"(Dans les années '50) les Belges avaient une sérieuse longueur d'avance sur la mentalité française,
il n'y avait rien d'équivalent à Bobby Jaspar en France: il avait dix ans d'avance"
(Jean-Louis Chautemps, saxophoniste français)

1942.
Loin d’étouffer le jazz, l’occupation le dynamise: coupés des sources américaines, les solistes locaux mettent les bouchées doubles. Et comme la danse est interdite, le public tend enfin l’oreille vers la musique elle-même, une musique qui, pour certains, symbolise la liberté perdue.
Jazz-résistance ? Une chose est sûre: le noyau swing qui opère autour du grand saxophoniste Raoul Faisant sait ce que swinguer veut dire !
Au même moment, quelques gamins, fous de jazz eux aussi, font leurs débuts dans des orchestres étudiants - la Session d’une Heure, par exemple, dans lequelle joue le jeune Jacques Pelzer.
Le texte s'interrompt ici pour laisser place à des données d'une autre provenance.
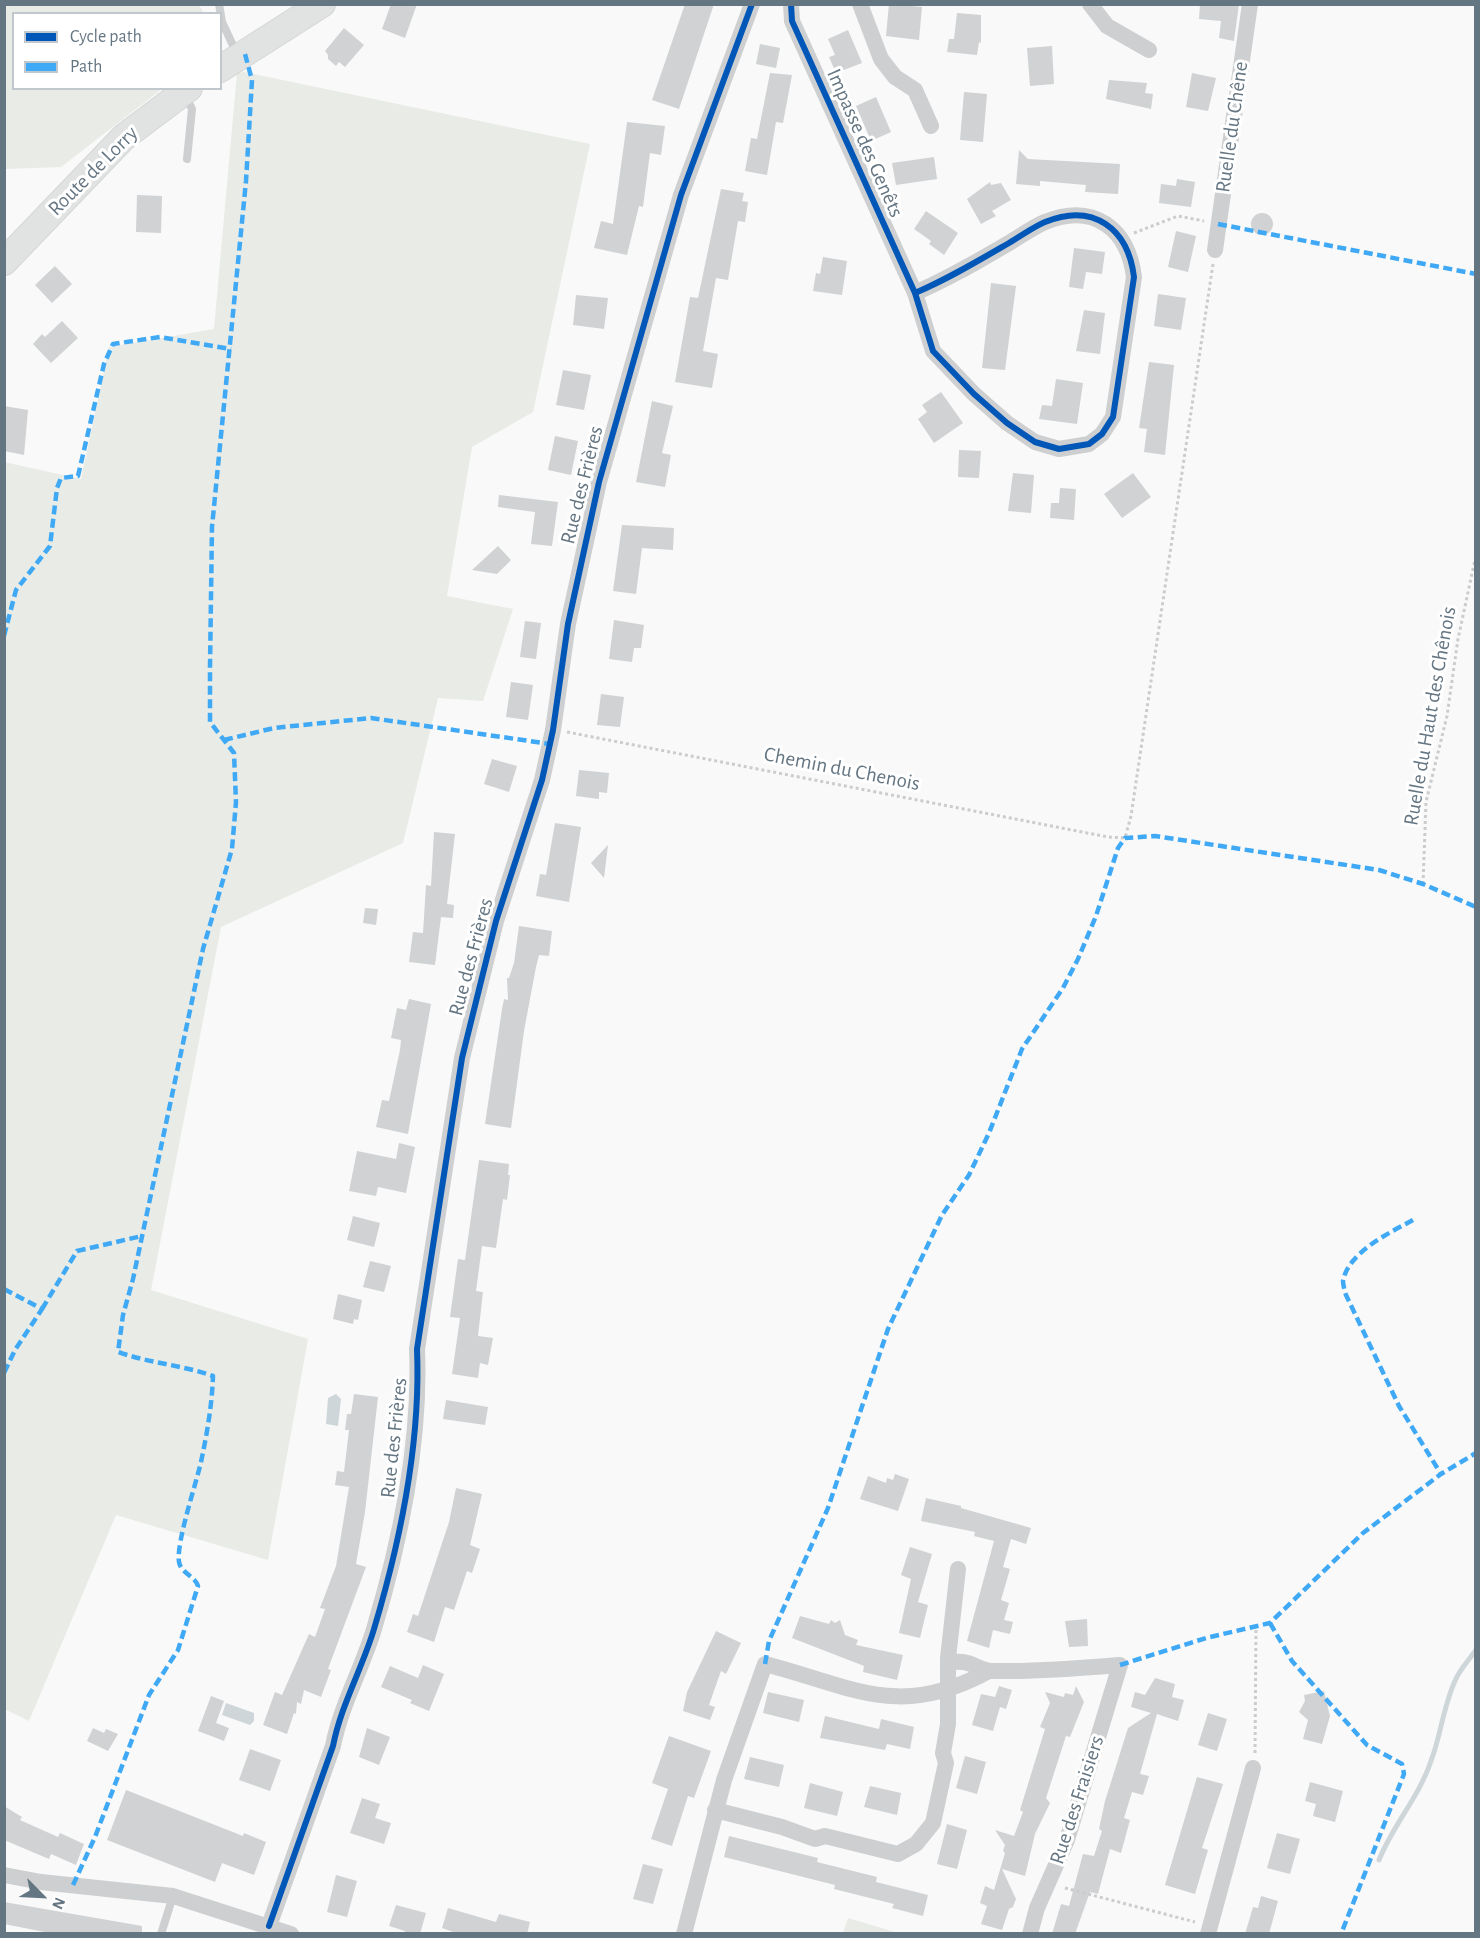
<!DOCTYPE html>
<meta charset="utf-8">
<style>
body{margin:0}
#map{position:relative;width:1480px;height:1938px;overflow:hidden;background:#f9f9f9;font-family:"Alegreya Sans",sans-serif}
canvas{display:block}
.frame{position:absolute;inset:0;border:6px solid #657683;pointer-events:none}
.legend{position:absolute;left:12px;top:12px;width:210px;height:78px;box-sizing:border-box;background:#fff;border:2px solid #c1c8cd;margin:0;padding:8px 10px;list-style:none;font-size:18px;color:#657683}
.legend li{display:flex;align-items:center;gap:12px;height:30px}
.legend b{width:30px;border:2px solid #c1c8cd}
.north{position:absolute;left:12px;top:1866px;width:60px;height:60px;-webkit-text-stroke:4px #fff;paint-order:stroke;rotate:114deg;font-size:16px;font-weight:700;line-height:24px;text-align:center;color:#657683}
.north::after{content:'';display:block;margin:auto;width:21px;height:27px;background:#657683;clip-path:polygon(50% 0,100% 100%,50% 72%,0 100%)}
</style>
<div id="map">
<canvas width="1480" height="1938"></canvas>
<div class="frame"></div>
<ul class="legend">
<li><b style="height:8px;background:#0057b8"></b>Cycle path</li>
<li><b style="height:8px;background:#3fa9f5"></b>Path</li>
</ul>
<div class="north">N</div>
</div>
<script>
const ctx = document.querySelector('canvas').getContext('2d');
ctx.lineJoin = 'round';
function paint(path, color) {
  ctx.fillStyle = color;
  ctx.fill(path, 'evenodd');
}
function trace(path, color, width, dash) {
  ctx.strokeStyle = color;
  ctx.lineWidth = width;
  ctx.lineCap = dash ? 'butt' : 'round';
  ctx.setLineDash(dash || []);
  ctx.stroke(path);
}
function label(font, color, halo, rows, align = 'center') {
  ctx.font = font + ' "Alegreya Sans",sans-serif';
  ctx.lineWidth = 6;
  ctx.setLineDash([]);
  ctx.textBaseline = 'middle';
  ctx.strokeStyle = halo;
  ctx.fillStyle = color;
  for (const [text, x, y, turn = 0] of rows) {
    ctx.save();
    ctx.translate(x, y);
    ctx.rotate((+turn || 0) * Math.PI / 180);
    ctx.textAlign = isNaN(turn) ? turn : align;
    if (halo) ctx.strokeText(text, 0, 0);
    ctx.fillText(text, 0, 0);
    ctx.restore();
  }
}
const green = new Path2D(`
 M198,4l6,9 -190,1v74l148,1 -101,78 -56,2v-164z
 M244,72l346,72 -57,268 -61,35 -25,149 66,13 -30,92 -45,-3 -35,145 -182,84 -70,363 157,49 -40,221 -152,-45 -87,206 -25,-12v-1247l77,17 28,-132 105,-18 23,-256z
 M848,1918l50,15h-55z`);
const water = new Path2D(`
 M336,1394l5,5 -3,27 -12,-2 2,-26z
 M226,1703l28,10v8l-4,4 -28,-10z`);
const stream = new Path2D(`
 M1379,1860c14,-35 40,-63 52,-99 10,-26 12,-54 24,-80 4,-11 14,-21 21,-31`);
const building = new Path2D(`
 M391,4h26l-12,34 -23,-9z
 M685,4h29l-35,105 -27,-9z
 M889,4l33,3 -3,33 -33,-4z
 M1200,4h39l-5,37 -15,-3 2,-17 -22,-2z
 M957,13l24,2v28l-2,-1 -2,13 -30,-3 2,-13h5z
 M344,28l20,17 -19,22 -6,-5 -3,4 -8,-7v-4l-3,-4z
 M848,30l14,33 -26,10 -7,-16 6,-2 -7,-16z
 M760,44l20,4 -4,20 -20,-4z
 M1052,46l2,38 -24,2 -3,-38z
 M770,73l22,2 -9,48 -7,-1 -9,53 -22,-4 6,-33 6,1z
 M1192,73l24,5 -8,33 -22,-4z
 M1109,80l38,3 -2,10 8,1 -2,15 -45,-10z
 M964,92l23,2 -4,48 -23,-2z
 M876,97l15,35 -20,9 -15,-35z
 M627,122l38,4 -4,29 -11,-2 -7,54 -4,-1 -12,49 -33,-7 7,-27 12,3z
 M1019,150l9,9 92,5 -2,30 -33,-2 1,-7 -46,-4v5l-24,-2z
 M934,157l3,22 -41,6 -4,-22z
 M1177,179l18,3 -4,25 -32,-4 2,-19 15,2z
 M990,182l1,3 10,-2 10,17 -19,11 4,5 -15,8 -14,-25z
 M721,189l23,4 -2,8 6,1 -3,20 -7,-1 -10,59 -12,-2 -13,73 15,3 -6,34 -37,-6 15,-85 8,1z
 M137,195l25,1 -1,37 -25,-1z
 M926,211l32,22 -14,22 -15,-11 2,-3 -17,-12z
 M1251 224a11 11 0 1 1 22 0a11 11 0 1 1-22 0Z
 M1176,231l20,5 -8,36 -20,-5z
 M1074,248l31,4 -3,22 -16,-2 -3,17 -14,-2z
 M823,257l24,4 -5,34 -29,-4 3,-18 4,1z
 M55,266l17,18 -20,19 -17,-18z
 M991,283l25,3 -11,84 -23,-2z
 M1158,294l28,4 -5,32 -27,-4z
 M576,295l32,3 -4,31 -31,-4z
 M1084,310l21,3 -5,41 -24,-3z
 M62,321l16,17 -27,25 -18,-19 9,-10 3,3z
 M1149,362l25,3 -9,90 -21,-3 3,-23 -8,-1z
 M563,370l28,5 -7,35 -28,-5z
 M1056,379l27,4 -6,41 -38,-5 3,-14 10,1z
 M941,392l22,31 -29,20 -16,-24 9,-7 -5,-7z
 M652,401l21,5 -11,47 9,2 -6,32 -29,-5z
 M4,406l24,4 -4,45 -20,-4z
 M555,436l23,5 -7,34 -23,-5z
 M959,450l22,1 -2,27 -21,-1z
 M1013,473l21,2 -3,38 -23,-2z
 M1133,473l18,24 -29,21 -18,-24z
 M1060,488l16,1 -2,31 -24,-2 1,-15h8z
 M499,495l59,7 -6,44 -21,-2 4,-32 -37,-5z
 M622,525l52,3 -1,22 -31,-2 -6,46 -23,-3z
 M498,546l13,14 -14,14 -25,-4z
 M614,620l30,5 -3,23h-7l-2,14 -23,-3z
 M525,621l16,2 -5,36 -16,-2z
 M511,682l22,3 -5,35 -22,-3z
 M601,694l23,3 -4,30 -23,-2z
 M492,759l25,7 -8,26 -25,-8z
 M579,770l30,3 -2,20 -8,-1v7l-23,-3z
 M555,823l26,4 -12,75 -33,-6 4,-22 6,1z
 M434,832l21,2 -8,70 7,1 -1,13 -12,-1 -6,48 -26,-3 4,-30 10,1 3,-48 5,1z
 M608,845l-4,33 -13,-15z
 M365,908l13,1 -2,16 -13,-2z
 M519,926l33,5 -3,25 -10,-1 -3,12 -12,64 -13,97 -26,-4 17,-115 2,-10 4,1 -1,-22h2l5,-15z
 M409,999l22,5 -23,130 -32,-7 6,-27 7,1 11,-51 1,-10 -10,-2 6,-30 9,2z
 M399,1143l16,4 -9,46 -28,-6 -2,9 -27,-5 8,-40 39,8z
 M479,1160l30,4 -1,11h2l-3,25 -4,-1 -7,49 -14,-2 -6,45 7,1 -5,44 15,2 -5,27 -8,-2 -2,15 -26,-4 8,-56 -10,-1 8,-58 7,1z
 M353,1216l27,7 -6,24 -27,-7z
 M370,1261l21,5 -7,26 -21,-5z
 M338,1294l24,6 -4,20 -4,-1 -1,5 -20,-5z
 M354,1394l24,3 -13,115 -9,52 10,3 -38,102 3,1 -10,27 -17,-7 -3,14 -4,-2 -1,12 -2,-1 -7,21 -24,-9 12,-33 7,3 27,-61 6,3 10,-28 -5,-1 16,-42 13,-79 -14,-2 2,-14 7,1 5,-42h-4l2,-16h4z
 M446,1400l42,7 -3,18 -42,-6z
 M895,1474l14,5 -11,32 -38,-12 8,-23 18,7 1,-5 6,2z
 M456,1488l26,6 -12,51 10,4 -8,24 -5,-2 -13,39 -9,-3 -11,35 -27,-10 6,-18 5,2 31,-94z
 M926,1498l35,8v2l70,20 -5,16 -15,-5 -8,28 7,2 -9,31 8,3 -5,17 9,2 -3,12 -17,-4 -4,18 -22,-7 27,-100 -20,-5 1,-4 -54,-11z
 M910,1547l22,7 -14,48 10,3 -8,33 -21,-5 12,-54 -10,-4z
 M800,1616l29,8 2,-4 4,3 5,-3 5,15 13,5 -2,5 47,10 -6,25 -34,-8 1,-6 -72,-28z
 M1087,1619l1,27 -19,1 -4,-26z
 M716,1631l25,12 -15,31 -5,-3 -12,34 6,2 -5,13 -27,-9 4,-19z
 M423,1665l21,9 -15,37 -19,-8 2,-3 -31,-13 9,-21 28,12z
 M1155,1678l20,6 -3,13 12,3 -6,21 -21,-7 -17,60 9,2 -6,19 -11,-3 -8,26 6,2 -9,33 -11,-4 -12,45 -8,-2 -15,42h-23l9,-30 8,2 14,-52 11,2 8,-25 -3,-2 6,-28 23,-73 23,-15 -20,-6 4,-15 10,3z
 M999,1686l13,4 -6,19 -6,-2 -7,24 -21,-6 9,-31 14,3z
 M1076,1686l8,16 -14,35 -4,-1 -20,62 4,5 -15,31 -10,42 -23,-7 14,30 -3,8 -4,2 -7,21 -21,-6 6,-18 -7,-3 5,-17 9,4 11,-37 -2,-2 2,-6 -10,-15 19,6 9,-24 -3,-2 25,-81 -5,-2 10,-24 -5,-11 19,5 1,-4 8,2z
 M1324,1691l6,25 -8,28 -19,-5 5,-19 -9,-8 6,-11 -1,-6z
 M768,1692l36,8 -5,22 -36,-9z
 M211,1696l13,5 -8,22 13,5 -5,13 -26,-10z
 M1208,1713l19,6 -10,32 -19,-6z
 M825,1716l54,13 2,-10 33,8 -4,22 -23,-5 -2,6 -65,-12z
 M93,1728l11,5 2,-4 12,5 -10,17 -21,-10z
 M367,1728l23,9 -11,28 -20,-8z
 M669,1736l42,15 -17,47 -6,-2 -16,50 -21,-7 17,-50 -16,-6z
 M250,1749l31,11 -11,31 -31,-11z
 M965,1756l21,6 -9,32 -21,-6z
 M750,1757l34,8 -5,22 -35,-8z
 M1197,1777l26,7 -21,64 6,2 -13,44 -30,-9z
 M1310,1782l33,9 -8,31 -22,-6 3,-12 -11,-3z
 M810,1783l33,9 -6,24 -33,-8z
 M870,1786l31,7 -4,22 -33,-8z
 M126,1790l117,46 1,-3 22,9 -12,33 -32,-12 -7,19 -108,-42z
 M362,1798l18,6 -5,14 16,5 -7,21 -34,-11z
 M4,1806l18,11 -2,3 38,17 2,-4 24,11 -8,21 -25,-11 -2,5 -45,-19z
 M947,1824l20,6 -10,39 -20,-5z
 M1277,1833l23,6 -10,35 -23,-6z
 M729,1836l89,22 -1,4 60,15 -1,5 52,13 -5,21 -31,-8 2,-4 -60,-15 1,-4 -111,-28z
 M643,1864l20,5 -10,35 -20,-5z
 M336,1875l21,6 -10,36 -20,-5z
 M1261,1896l17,5 -9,33h-24l8,-27 5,1z
 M4,1902l138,24v8h-87l-51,-10z
 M396,1905l30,8 -6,21h-16l1,-3 -16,-5z
 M448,1908l48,14 3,-8 31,8 -3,12h-68l-17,-6z`);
const path = new Path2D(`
 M1134,233l44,-17 26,5
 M567,732l541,105 17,1 6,-22 82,-552
 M1423,884l3,-82 21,-86 11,-77 18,-84
 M1255,1753l1,-127
 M1065,1888l130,34`);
const lane = new Path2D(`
 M219,4l3,18 15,32
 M185,95l7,14 -5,50
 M161,1934l12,-38`);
const street = new Path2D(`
 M791,4l1,17 123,272 18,58 41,43 33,29 28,19 24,7 30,-5 13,-10 11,-17 21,-140c-6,-48 -40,-75 -89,-55 -12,5 -24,14 -36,21 -31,18 -61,36 -94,50
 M860,4l21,55 14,18 20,13 16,36
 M1090,4l17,22 42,24
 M1215,250l35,-246
 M948,1663c25,-5 26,7 45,8 42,1 84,-3 127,-6l-53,175 -30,68 -7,26
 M715,1810l67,17 33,12 10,-3 73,18 18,-10 17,-21 13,-60 -3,-10 5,-29v-66l10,-89
 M4,1875l37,7 132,14 118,38
 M269,1926l64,-180c8,-41 29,-77 41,-117 27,-90 47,-186 43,-280l45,-291 34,-137 46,-141 11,-50 15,-106 31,-142 82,-287 71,-191
 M684,1934l40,-154 41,-116c89,23 134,56 224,7
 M1208,1934l45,-166`);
const primary = new Path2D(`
 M220,69l102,-65
 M4,262l120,-125 65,-49`);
const quiet = new Path2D(`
 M1218,224l258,50
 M4,636l12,-46 34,-44 7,-58 4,-10 17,-2 26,-112 9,-20 47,-7 71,12
 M224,740l50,-12 97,-10 179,26
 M1413,1220c-22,12 -65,32 -70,61 0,4 2,11 3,14l53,111 42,68
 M4,1289l38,20 -27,41 -11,23
 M42,1309l35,-58 65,-15
 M1270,1623l22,38 75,84 35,19 2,10 -63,160
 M765,1664l4,-23 59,-133 60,-179 54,-114 27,-40 20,-42 33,-84 41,-61 15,-29 18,-43 22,-68 7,-10 30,-2 224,34 44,14 53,23
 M1120,1665l86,-27 64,-15 93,-90 78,-59 35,-21
 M73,1885l22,-48 54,-142 29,-45 20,-64c-3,-10 -17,-13 -19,-24 -3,-19 17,-78 22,-100 6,-28 11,-57 12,-86 -31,-11 -64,-13 -95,-24l5,-37 10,-36 70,-330 29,-100 4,-47 -2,-49 -24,-31v-55l2,-140 34,-346 6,-101 -7,-26`);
const cycleway = new Path2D(`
 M791,4l1,17 123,272 18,58 41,43 33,29 28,19 24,7 30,-5 13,-10 11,-17 21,-140c-6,-48 -40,-75 -89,-55 -12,5 -24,14 -36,21 -31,18 -61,36 -94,50
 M269,1926l64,-180c8,-41 29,-77 41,-117 27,-90 47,-186 43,-280l45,-291 34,-137 46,-141 11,-50 15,-106 31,-142 82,-287 71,-191`);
const streetNames = [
 ["Ruelle du Chêne",1232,127,-82],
 ["Impasse des Genêts",865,143,66],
 ["Route de Lorry",93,171,-45],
 ["Rue des Frières",582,485,-76],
 ["Ruelle du Haut des Chênois",1430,716,-80],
 ["Chemin du Chenois",842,769,11],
 ["Rue des Frières",471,957,-75],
 ["Rue des Frières",394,1438,-84],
 ["Rue des Fraisiers",1077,1800,-72]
];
paint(green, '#e8ebe6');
paint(water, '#ced6d9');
trace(stream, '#ced6d9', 5);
paint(building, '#d0d2d3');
trace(primary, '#d5d6d7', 28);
trace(path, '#cbcccd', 3, [3, 3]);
trace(lane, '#cecfd0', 8);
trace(street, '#cecfd0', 16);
trace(primary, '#e1e2e2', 26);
trace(quiet, '#3fa9f5', 4.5, [9, 4.5]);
trace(cycleway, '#0057b8', 6);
label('21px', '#657683', '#fff', streetNames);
</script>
Le noyau swing liégeois au Mondial en
1941-42: de g à d: Paul Castadot (pn), Roger Vrancken (gt) Luce Barcy (voc) Gaetan Perini (cb) Johnny Stoffels (dms, voc) Raoul Faisant (ts), coll MJ (JPS)
1947.
Les “enfants” de Faisant prennent le pouvoir: les Bob Shots deviennent l’orchestre-fétiche de la ville, de la province, du pays tout entier. Boris Vian les adore.
Principaux solistes: Bobby Jaspar (ts, cl) Jacques Pelzer (as) Sadi (vbes, voc). Et dans la salle, ne ratant pas une occasion de faire la jam avec ses nouveaux amis, le jeune guitariste René Thomas.
C’est avec ces surdoués débordant de passion que la Meuse vire au bleu foncé: les Bob-Shots sont en effet le tout premier orchestre 100% européen qui ose s’attaquer à la musique sulfureuse de Charlie Parker et Dizzy Gillespie: le Be-Bop. L’ère du jazz moderne vient de commencer.
Les Bob Shots (1946): de g à d Armand Bilak (tp) Pierre Robert (gt) Jacques Pelzer (as) Bobby Jaspar (ts) André Putsage (dms) Charles Libon (cb), coll MJ (JPS)
1950
Pour les ex-étudiants des Bob Shots, l’heure du choix a sonné: déjà, le public déserte le jazz et dès lors, la seule voie pour (sur)vivre de sa musique, c’est l’exil.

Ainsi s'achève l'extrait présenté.